=== INSTRUCTIONS TO FOLLOW ===
Copy out every line of the data where the word "lists" is found.

=== AVAILABLE DATA ===
+===+
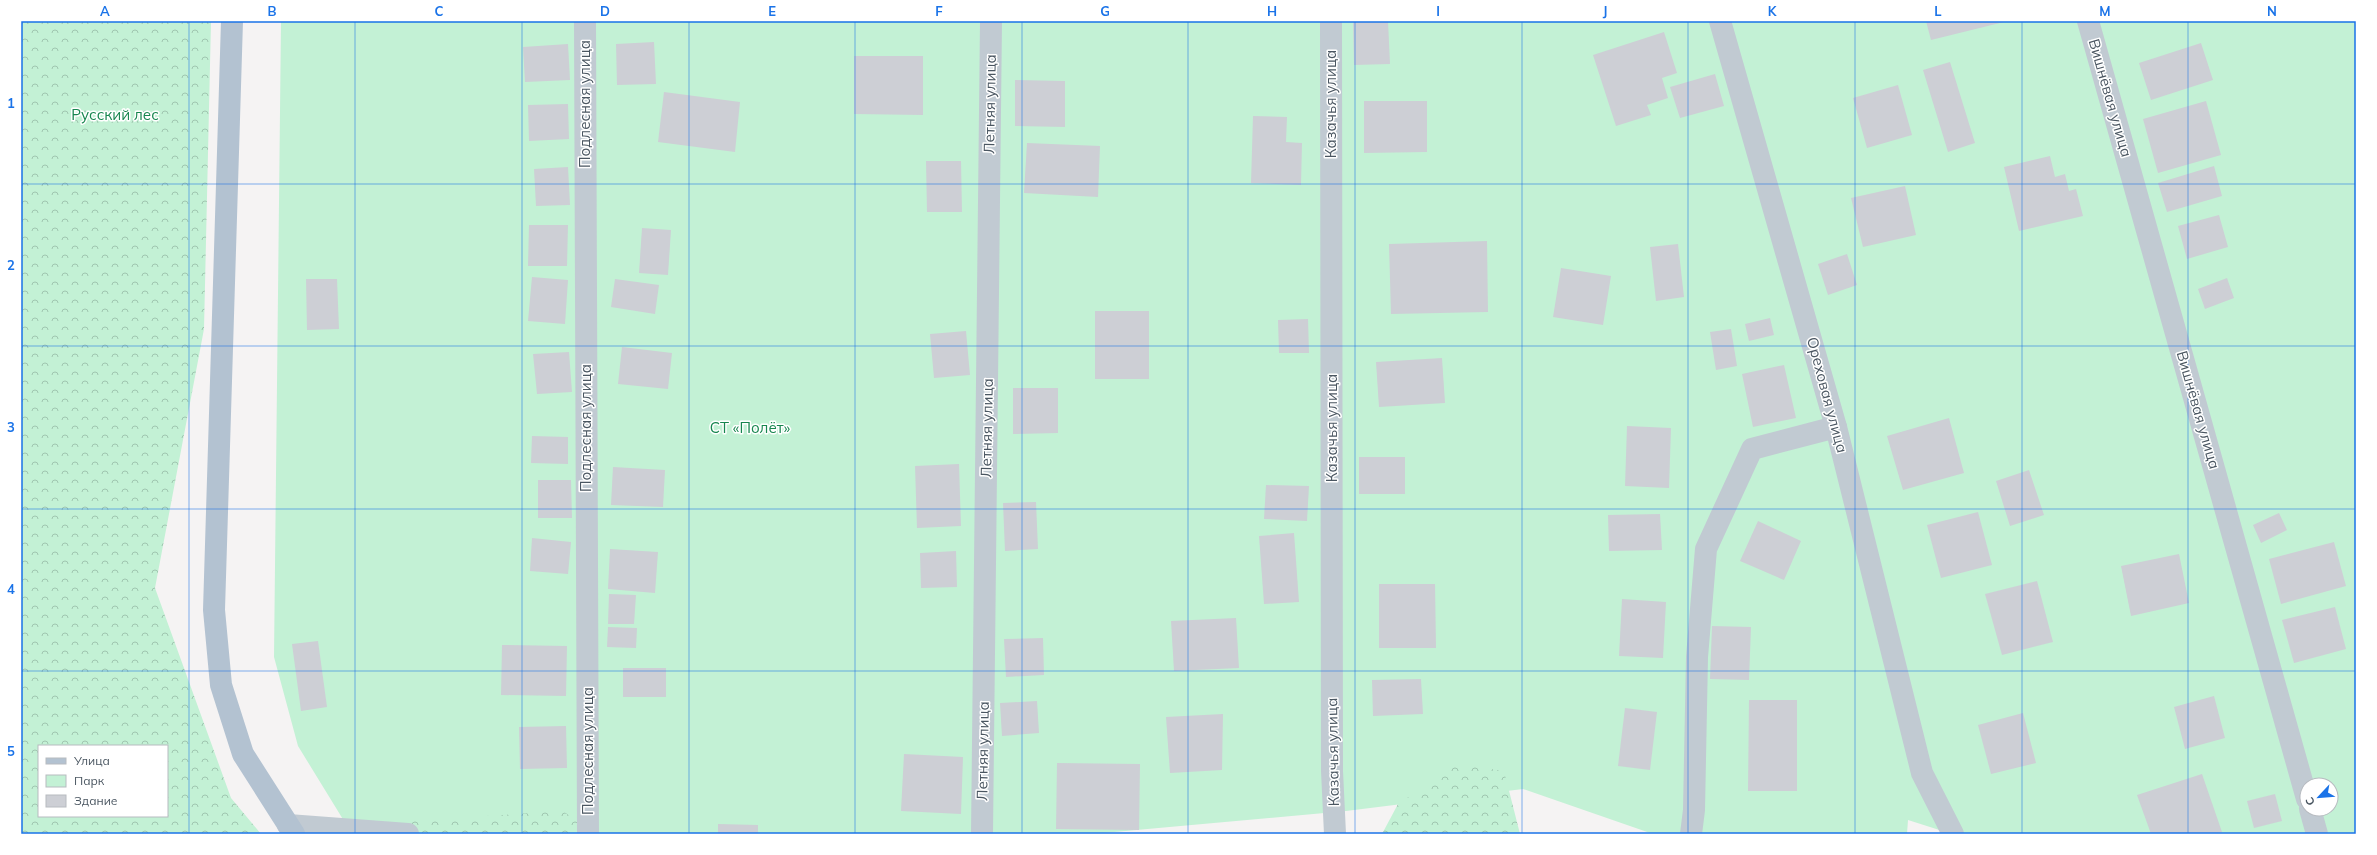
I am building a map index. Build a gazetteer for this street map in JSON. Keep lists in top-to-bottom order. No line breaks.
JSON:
{"streets":{"street":["Вишнёвая улица","Подлесная улица","Летняя улица","Казачья улица","Ореховая улица"]},"parks":["Русский лес","СТ «Полёт»"],"legend":["Улица","Парк","Здание"],"north":"bottom left","grid":{"columns":["A","B","C","D","E","F","G","H","I","J","K","L","M","N"],"rows":["1","2","3","4","5"]}}
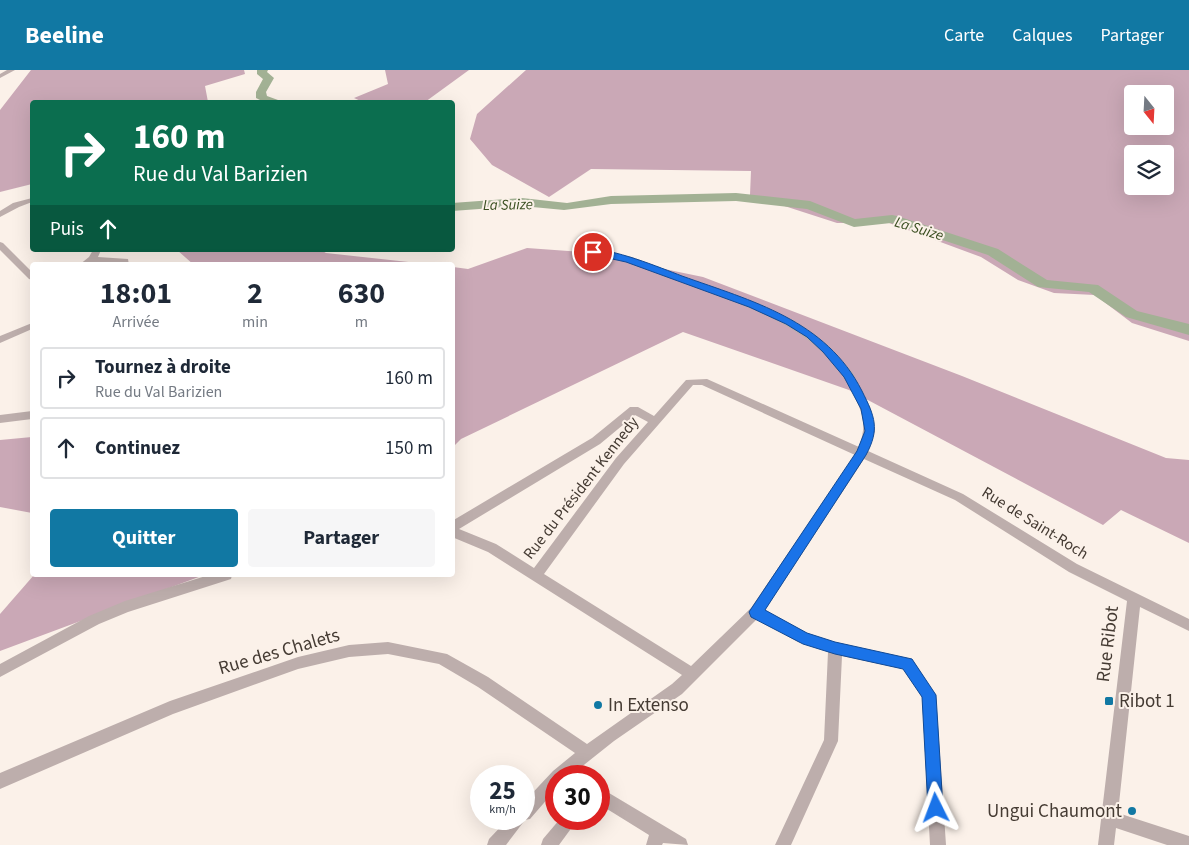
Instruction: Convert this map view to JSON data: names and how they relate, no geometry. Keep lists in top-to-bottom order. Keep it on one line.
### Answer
{"streets":{"street":["Rue du Président Kennedy","Rue de Saint-Roch","Rue Ribot","Rue des Chalets"]},"crossings":[["Rue du Président Kennedy","Rue de Saint-Roch"],["Rue de Saint-Roch","Rue Ribot"]],"water":["La Suize"],"places":{"transit":["Ribot 1"],"other":["In Extenso","Ungui Chaumont"]},"north":"bottom","page":{"header":"Beeline","nav":["Carte","Calques","Partager"],"turn":["160 m","Rue du Val Barizien"],"then":"Puis","eta":["18:01","Arrivée","2","min","630","m"],"list":[{"name":"Tournez à droite","note":"Rue du Val Barizien","value":"160 m"},{"name":"Continuez","value":"150 m"}],"buttons":["Quitter","Partager"],"speed":"25 km/h","limit":"30"}}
+===+
=== SOLUTION ===
I am building a map index. Build a gazetteer for this street map in JSON. Keep lists in top-to-bottom order. No line breaks.
Instruction: Convert this map view to JSON data: names and how they relate, no geometry. Keep lists in top-to-bottom order. Keep it on one line.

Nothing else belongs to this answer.